Picture 3. Shares of TOP-10 in TOP-500 total revenue for 2019 Picture 3. Shares of TOP-10 in TOP-500 total revenue for 2019

n general, the growing trend in sales revenue with negative dynamics of growth rates is observed (Picture 4).

Picture 4. Change in average revenue in 2014 – 2019 Picture 4. Change in average revenue in 2014 – 2019

Profit and loss
The largest company in terms of net profit is also JSC INDUSTRIAL RECONSTRUCTION AND DEVELOPMENT OIL FUND, INN 7702028070, Moscow.

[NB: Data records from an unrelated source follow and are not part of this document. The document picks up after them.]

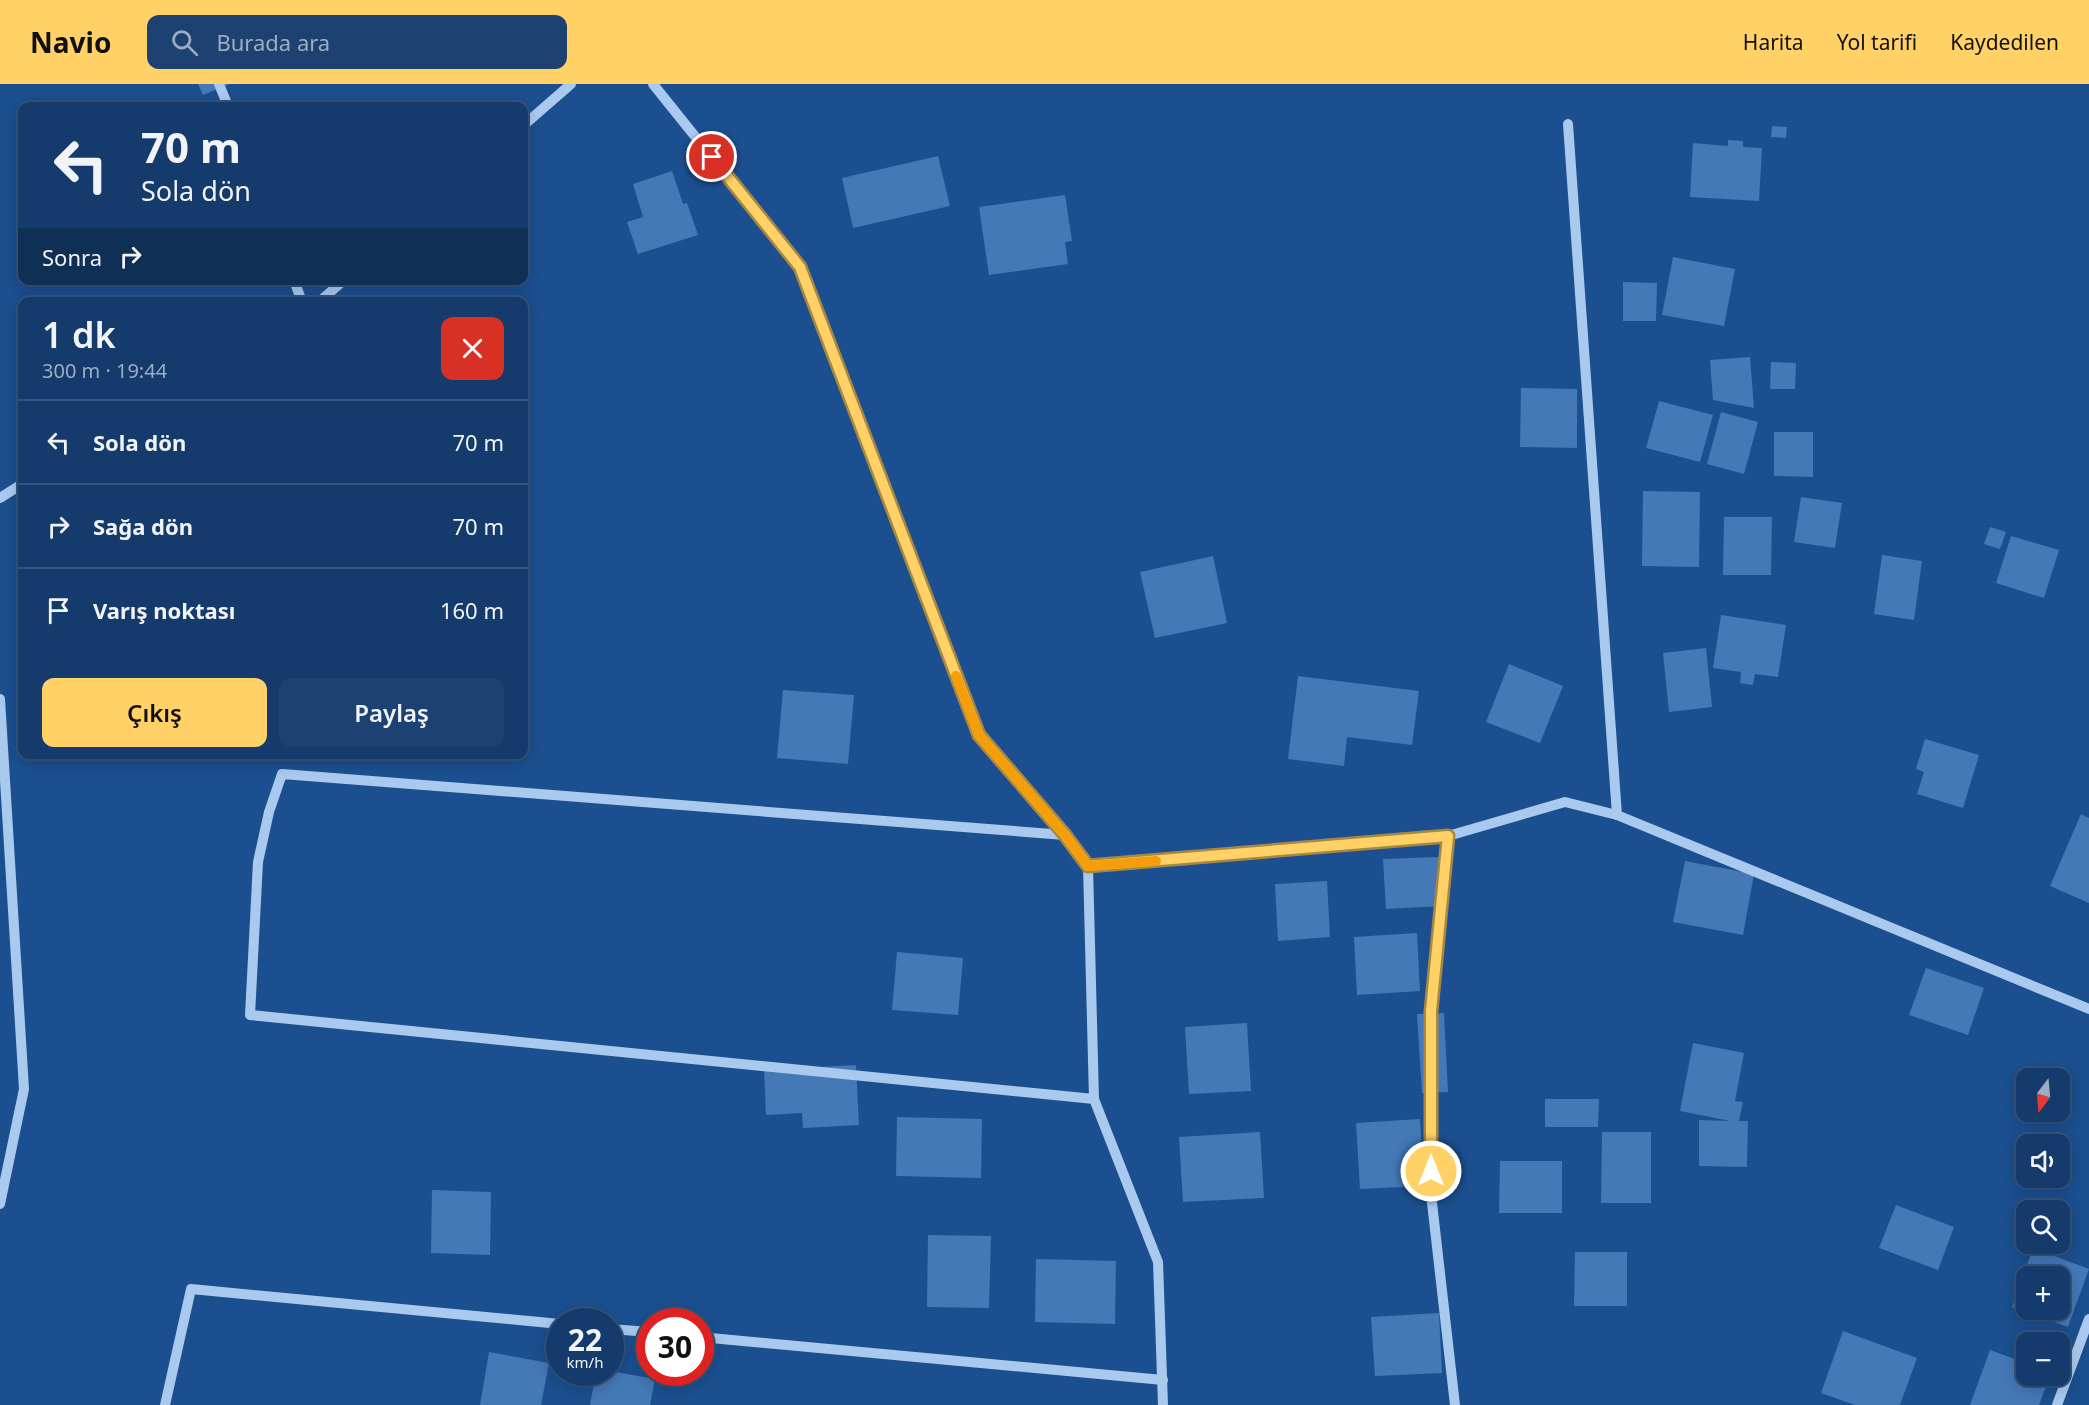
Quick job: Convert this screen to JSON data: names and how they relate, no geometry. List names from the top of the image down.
{
  "north": "bottom",
  "page": {
    "header": "Navio",
    "search": "Burada ara",
    "nav": ["Harita", "Yol tarifi", "Kaydedilen"],
    "turn": ["70 m", "Sola dön"],
    "then": "Sonra",
    "heading": ["1 dk", "300 m · 19:44"],
    "list": [
      {
        "name": "Sola dön",
        "value": "70 m"
      },
      {
        "name": "Sağa dön",
        "value": "70 m"
      },
      {
        "name": "Varış noktası",
        "value": "160 m"
      }
    ],
    "buttons": ["Çıkış", "Paylaş"],
    "map_buttons": ["+", "−"],
    "speed": "22 km/h",
    "limit": "30"
  }
}
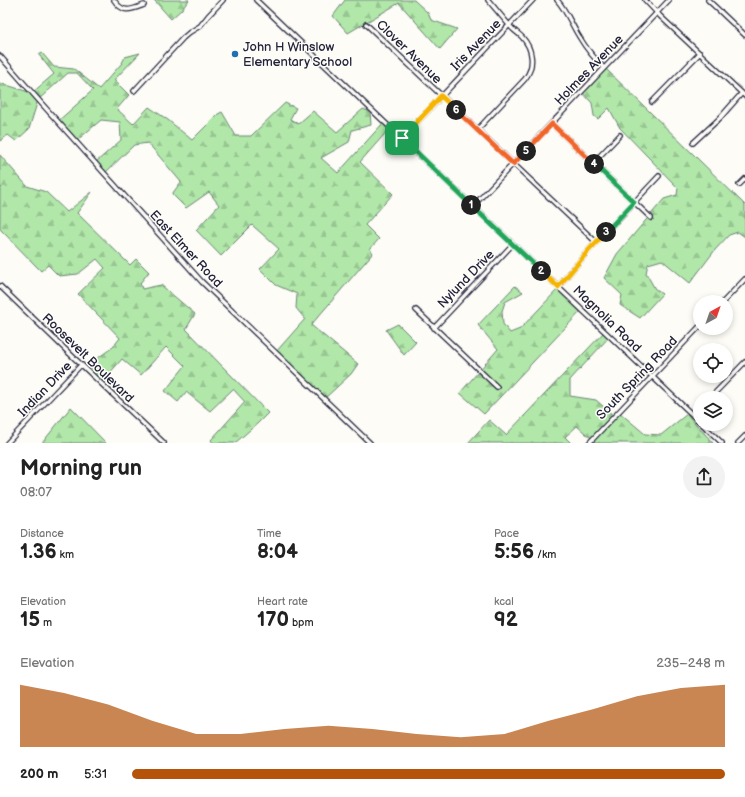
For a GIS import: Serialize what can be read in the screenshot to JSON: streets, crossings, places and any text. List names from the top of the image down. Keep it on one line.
{"streets":{"street":["Iris Avenue","Clover Avenue","Holmes Avenue","East Elmer Road","Nylund Drive","Magnolia Road","Roosevelt Boulevard","South Spring Road","Indian Drive"]},"crossings":[["Iris Avenue","Clover Avenue"],["Iris Avenue","Magnolia Road"],["Clover Avenue","Holmes Avenue"],["Holmes Avenue","Magnolia Road"],["Nylund Drive","Magnolia Road"],["Magnolia Road","South Spring Road"],["Roosevelt Boulevard","Indian Drive"]],"places":["John H Winslow Elementary School"],"north":"top right","page":{"pins":["6","5","4","1","3","2"],"heading":["Morning run","08:07"],"stats":[["Distance","1.36 km"],["Time","8:04"],["Pace","5:56 /km"],["Elevation","15 m"],["Heart rate","170 bpm"],["kcal","92"]],"chart":["Elevation","235–248 m"],"list":[{"name":"200 m","note":"5:31"}]}}
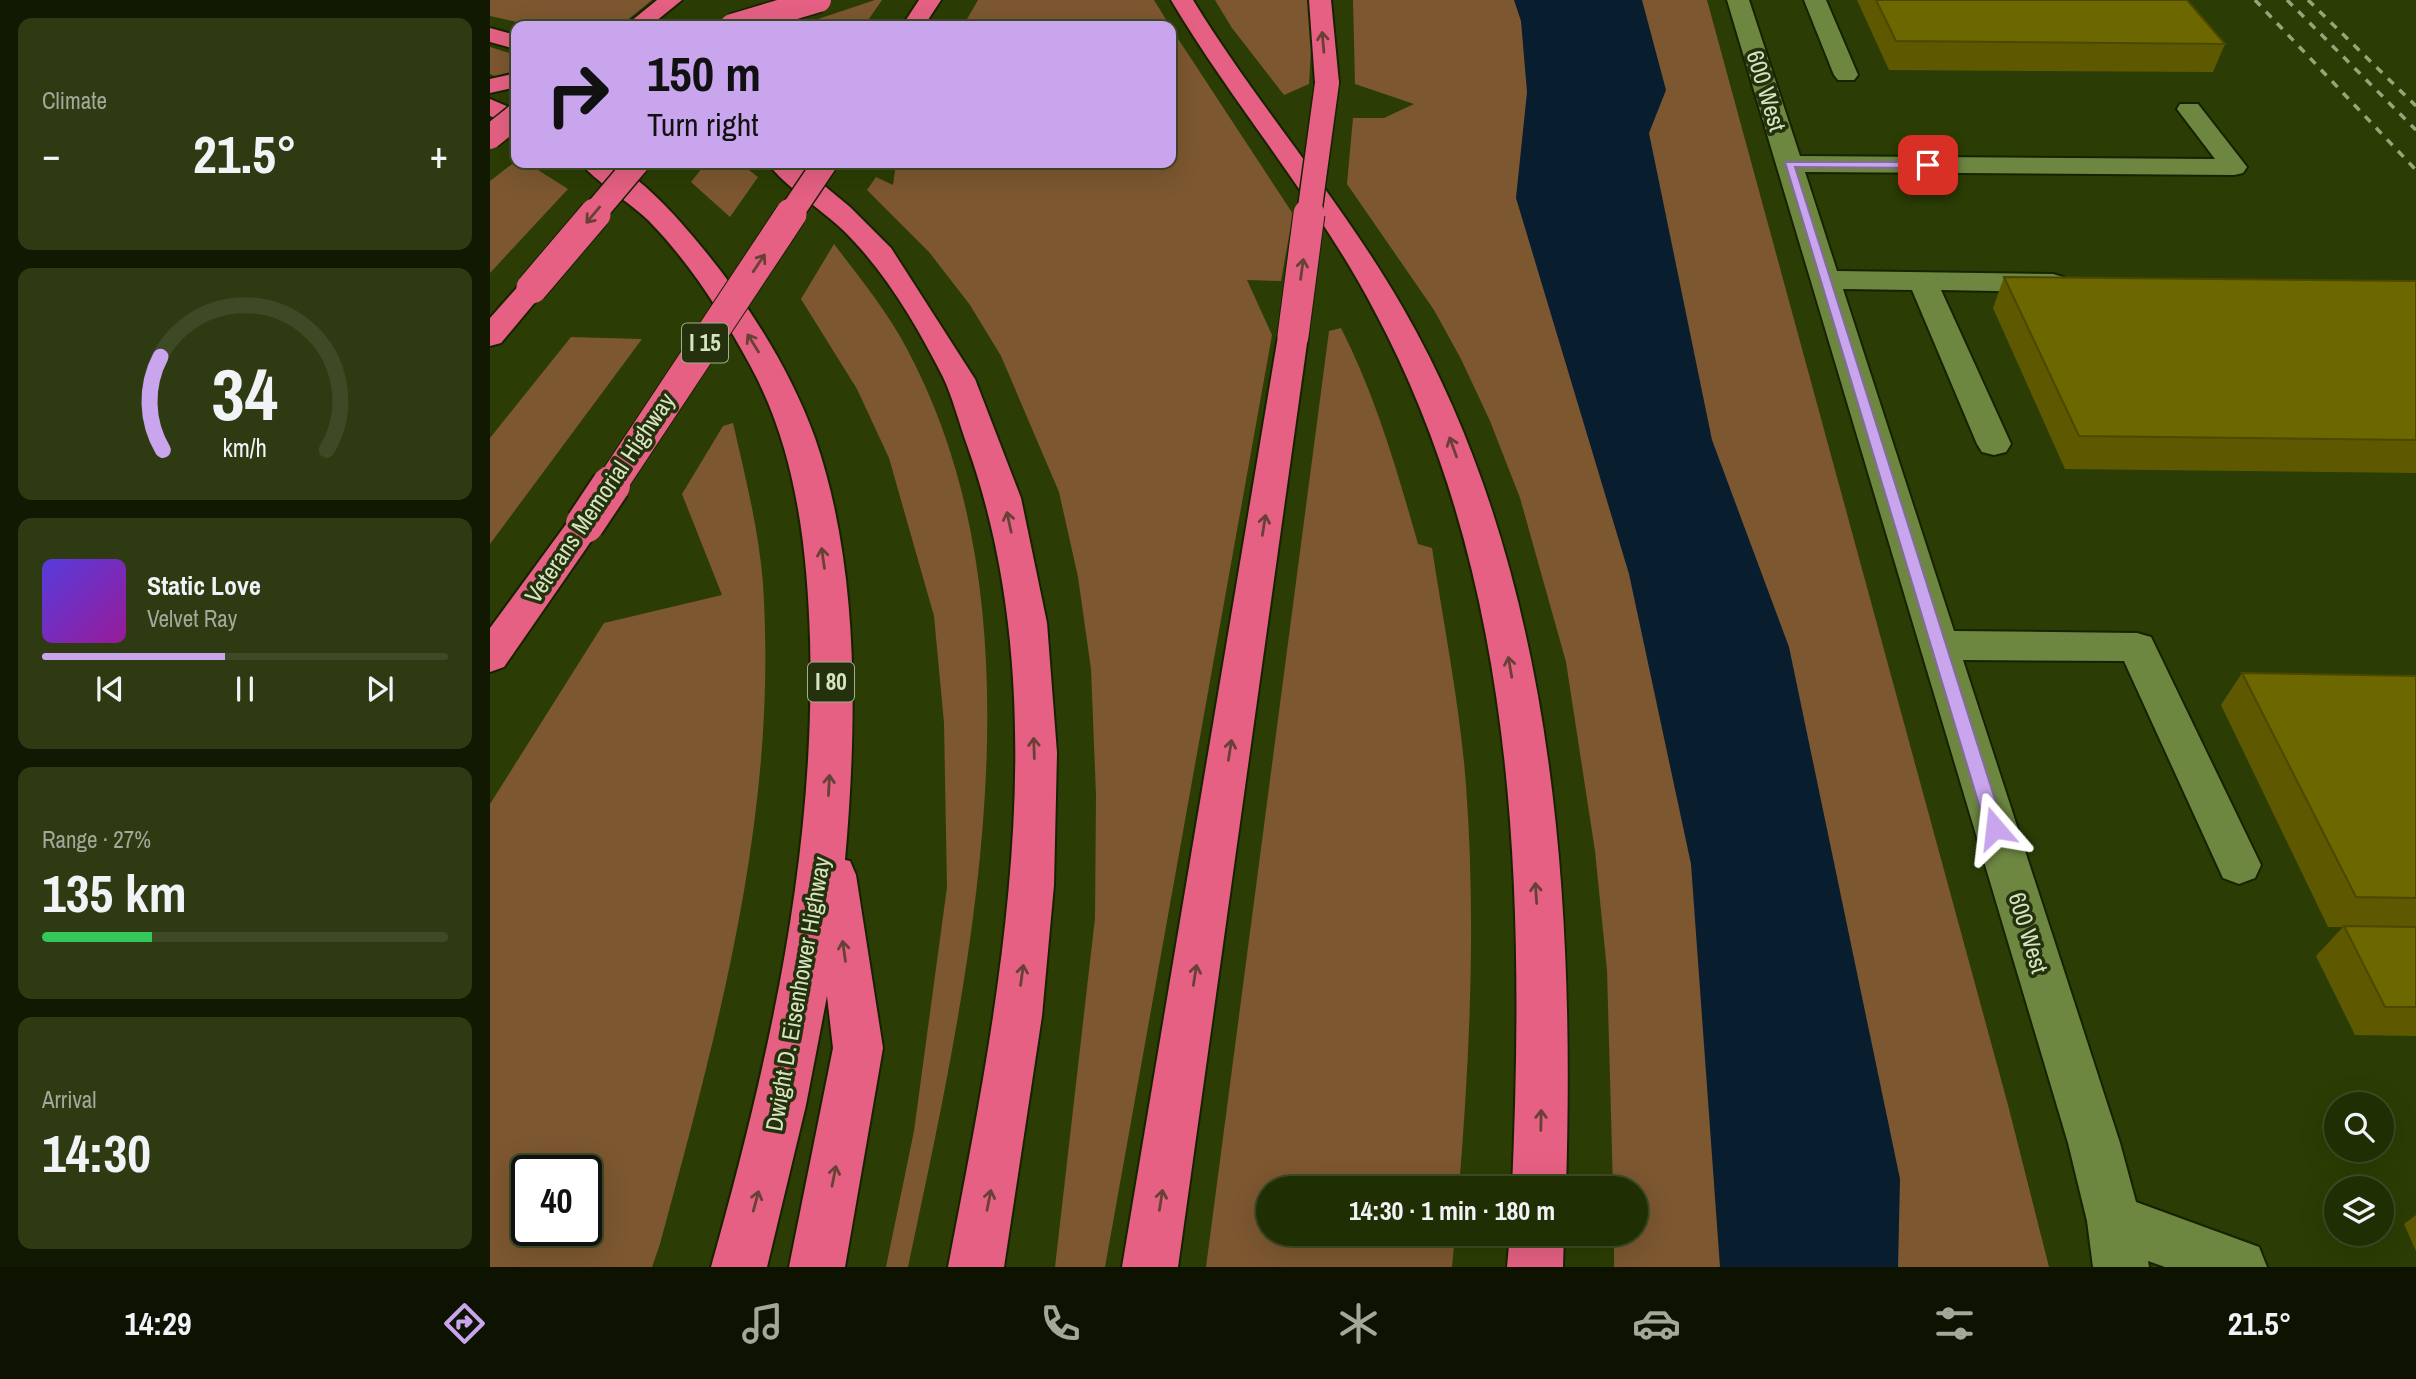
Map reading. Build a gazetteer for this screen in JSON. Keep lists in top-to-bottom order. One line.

In 2019 the company’s profit amounted to 4 billion RUB.

For the last six years, the average profit values show the growing tendency with negative dynamics of growth rates (Picture 5).

Picture 5. Change in average profit (loss) in 2014 – 2019 Picture 5. Change in average profit (loss) in 2014 – 2019

Over a six-year period, the average net profit values of ТОP-500 show the growing tendency, along with this the average net loss is decreasing (Picture 6).

Picture 6. Change in average net profit/loss of ТОP-500 companies in 2014 – 2019 Picture 6. Change in average net profit/loss of ТОP-500 companies in 2014 – 2019

Main financial ratios
For the last six years, the average values of the current liquidity ratio were higher than the recommended values - from 1,0 to 2,0, with growing trend (Picture 7).

The current liquidity ratio (ratio of total working capital to short-term liabilities) shows the sufficiency of company’s assets to meet short-term obligations.

Picture 7. Change in average values of current liquidity ratio in 2014 – 2019 Picture 7. Change in average values of current liquidity ratio in 2014 – 2019

Within six years, the downward trend of the average values of ROI ratio is observed (Picture 8).

The ROI ratio is calculated as a ratio of net profit to sum of stockholder equity and long-term liabilities and shows the return from equity involved in commercial activities and long-term borrowed funds.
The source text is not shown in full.